GH: We're so curious to find out: who are you, where are you from, and what do you do?
Tobias: I work as a software developer for a small company in Karlsruhe, Germany. Though I studied Music-Informatics and Musicology, I also always loved the visual side of computer art. In my spare time, among a lot of things, I built a DIY pen-plotter and continue to create generative drawings with it.
Patterns, like Truchet tiles, oriental patterns or spirographs also never fail to deliver new ideas and forms.
GH: What is the underlying philosophy behind your work?
Tobias: I don't take myself or my art too seriously. The best-case scenario for me is that something aesthetically pleasing emerges from a mathematically beautiful algorithm. I try to form it to some degree to become a composition, maybe add some curated randomness and see what happens. I will probably make some mistakes and add some bugs along the way which may become features and get included in ways I wouldn't have been able to come up with without code.

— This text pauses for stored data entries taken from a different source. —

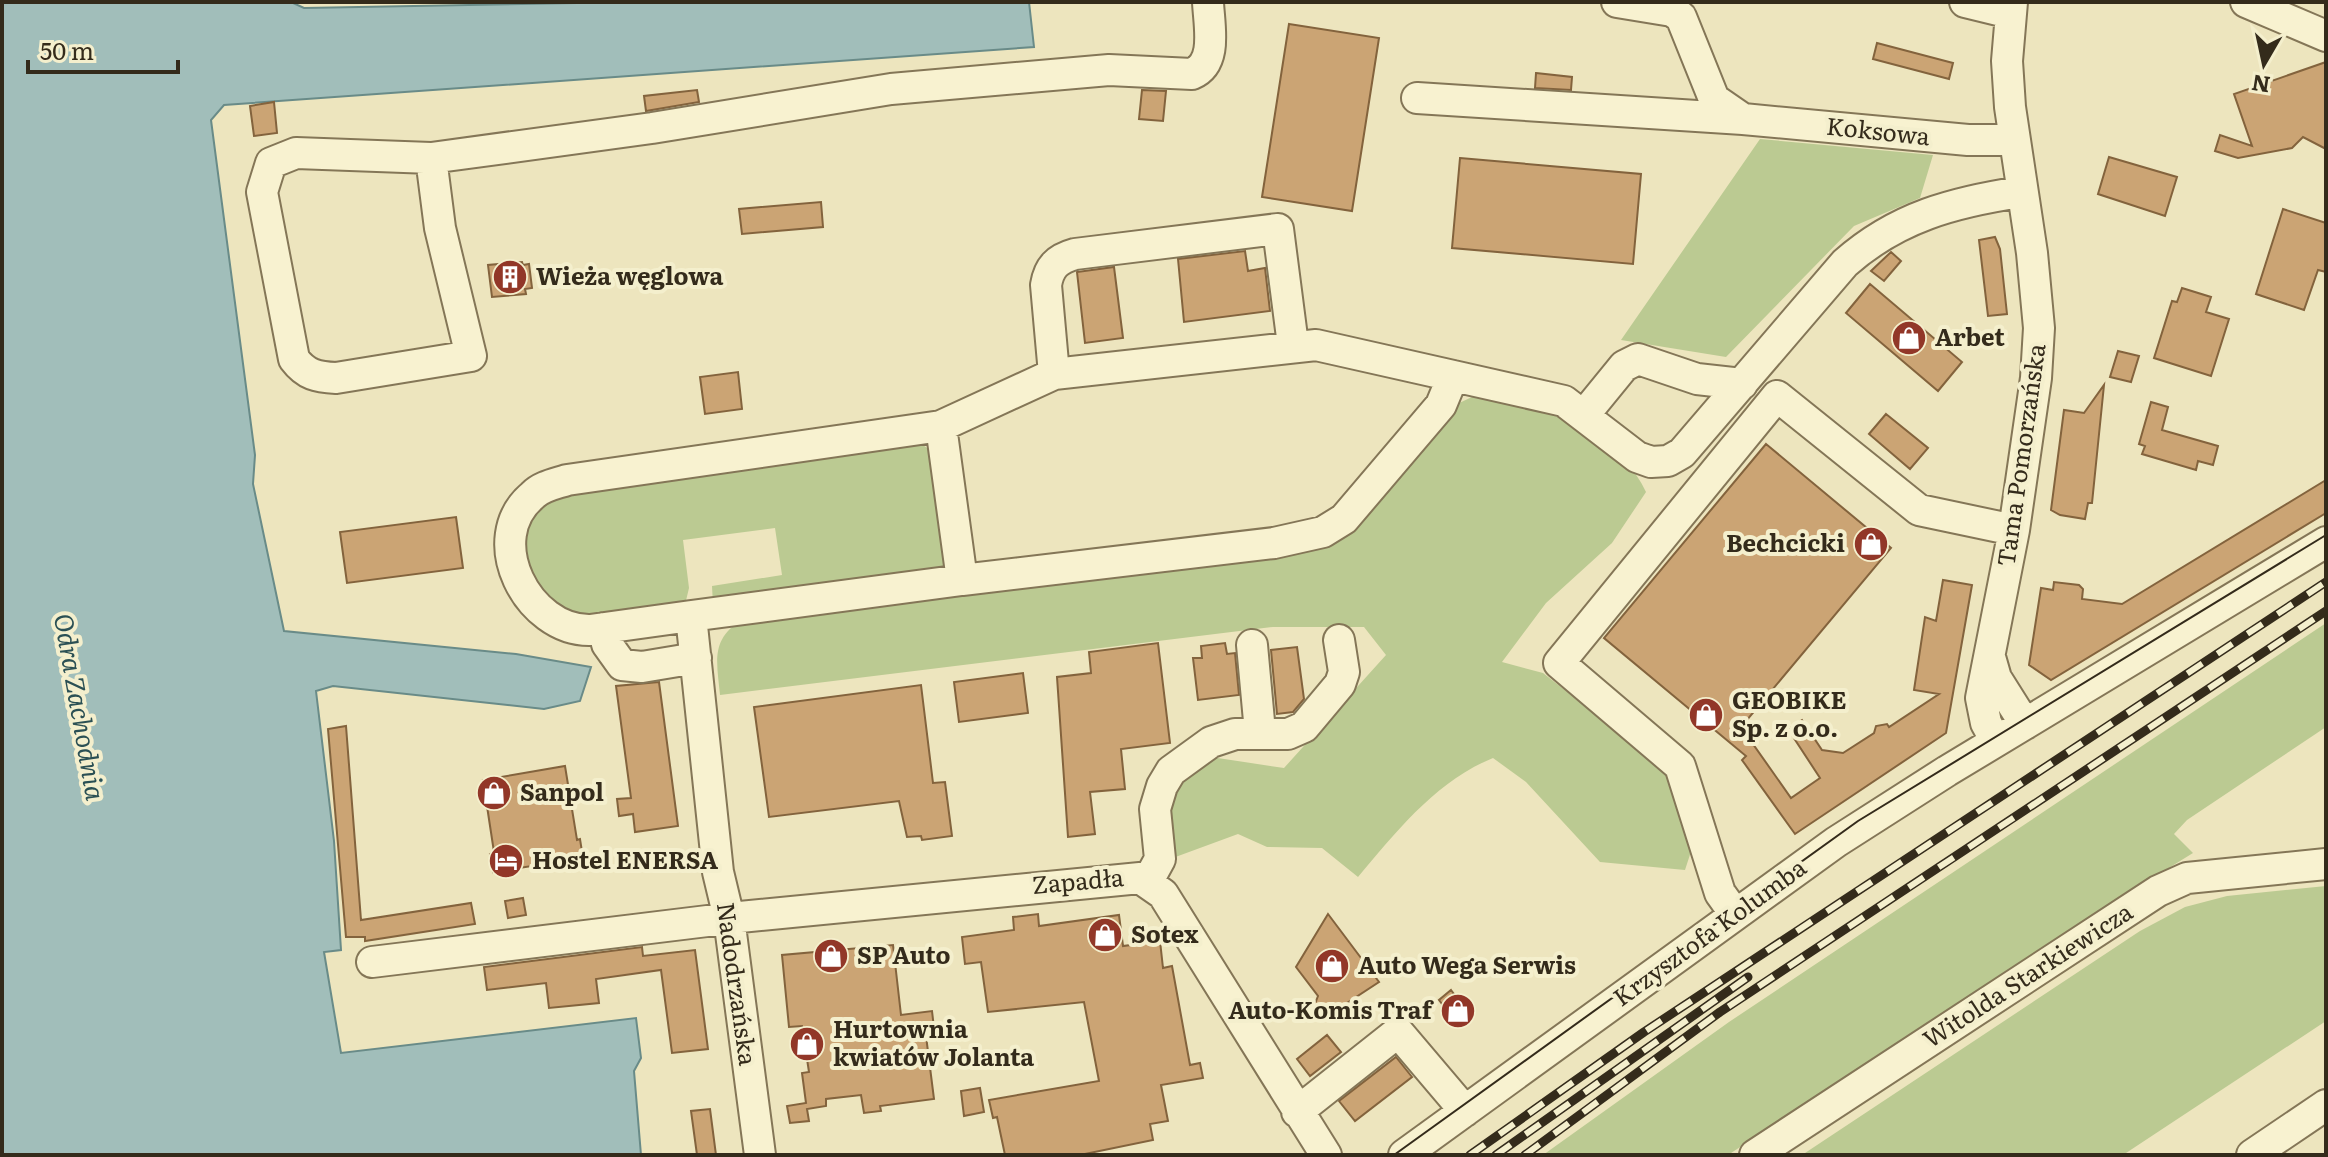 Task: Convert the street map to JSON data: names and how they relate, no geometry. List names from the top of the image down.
{
  "streets": {
    "street": [
      "Koksowa",
      "Tama Pomorzańska",
      "Zapadła",
      "Krzysztofa Kolumba",
      "Witolda Starkiewicza",
      "Nadodrzańska"
    ]
  },
  "crossings": [
    ["Koksowa", "Tama Pomorzańska"],
    ["Tama Pomorzańska", "Krzysztofa Kolumba"],
    ["Zapadła", "Nadodrzańska"]
  ],
  "water": ["Odra Zachodnia"],
  "places": {
    "building": ["Wieża węglowa"],
    "shop": [
      "Arbet",
      "Bechcicki",
      "GEOBIKE Sp. z o.o.",
      "Sanpol",
      "Sotex",
      "SP Auto",
      "Auto Wega Serwis",
      "Auto-Komis Traf",
      "Hurtownia kwiatów Jolanta"
    ],
    "hotel": ["Hostel ENERSA"]
  },
  "scale_bar": "50 m",
  "north": "bottom"
}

Mostly, I just enjoy maths and algorithms. Playing with both of them can bring great joy. I work with a pen-plotter because I love the analog aspect of that, but I also create purely digital moving or still images.
GH: Can you pick an artwork and describe your workflow?
Tobias: This one is a classic example for me. Two algorithms form the basis of this plot. First I created a Vogel Spiral, which is just a way to place a lot of dots on the plane very evenly spaced. This beautiful pattern also appears a lot in nature. You can find it in the center of sunflowers for example. The further away the spiral grows, the more dots I removed or nudged in some direction.
As a second step, I used a circle-packing algorithm in its most basic form, where you let all dots grow until they almost touch each other.
That's it. There is really not much to it, but maybe that’s what I enjoy about this one.
GH: What's been inspiring you lately?
Tobias: I could name so many things here and the answer changes from day-to-day. Fractals in any form are always a great source of inspiration. Patterns, like Truchet tiles, oriental patterns or spirographs also never fail to deliver new ideas and forms. Neither do spirals, labyrinths, trees, graphs, physical simulations, number sequences, flowers... the list goes on forever. There is just so much stuff out there in e.g. nature, architecture, engineering, music or maths. I don't think I will run out of inspiration any time soon.
GH: Tell us about your setup. Where do you create? What tools do you use? Tobias: 'Otter' is my DIY plotter in its second generation. Its brain is a Raspberry Pi that runs my C++ server on it. I can send files for plots to it wirelessly and watch its mesmerising movements for hours. I am by all means no mechanical engineer but it works quite precisely.
The white pen is a Uni-ball Signo rollerball.
Of course, my main tool is the computer where my interface is mostly code. I am writing a constantly growing library that handles all the shapes, geometric calculations, masking, filling and so on. For every new project with new requirements, the library grows and my scripts for plots can usually be kept quite high-level and abstract.
This intern enables me to use code as my primary interface instead of writing graphical user interfaces for projects. As a result, I can not just change parameters but quickly adapt any script to become something entirely new.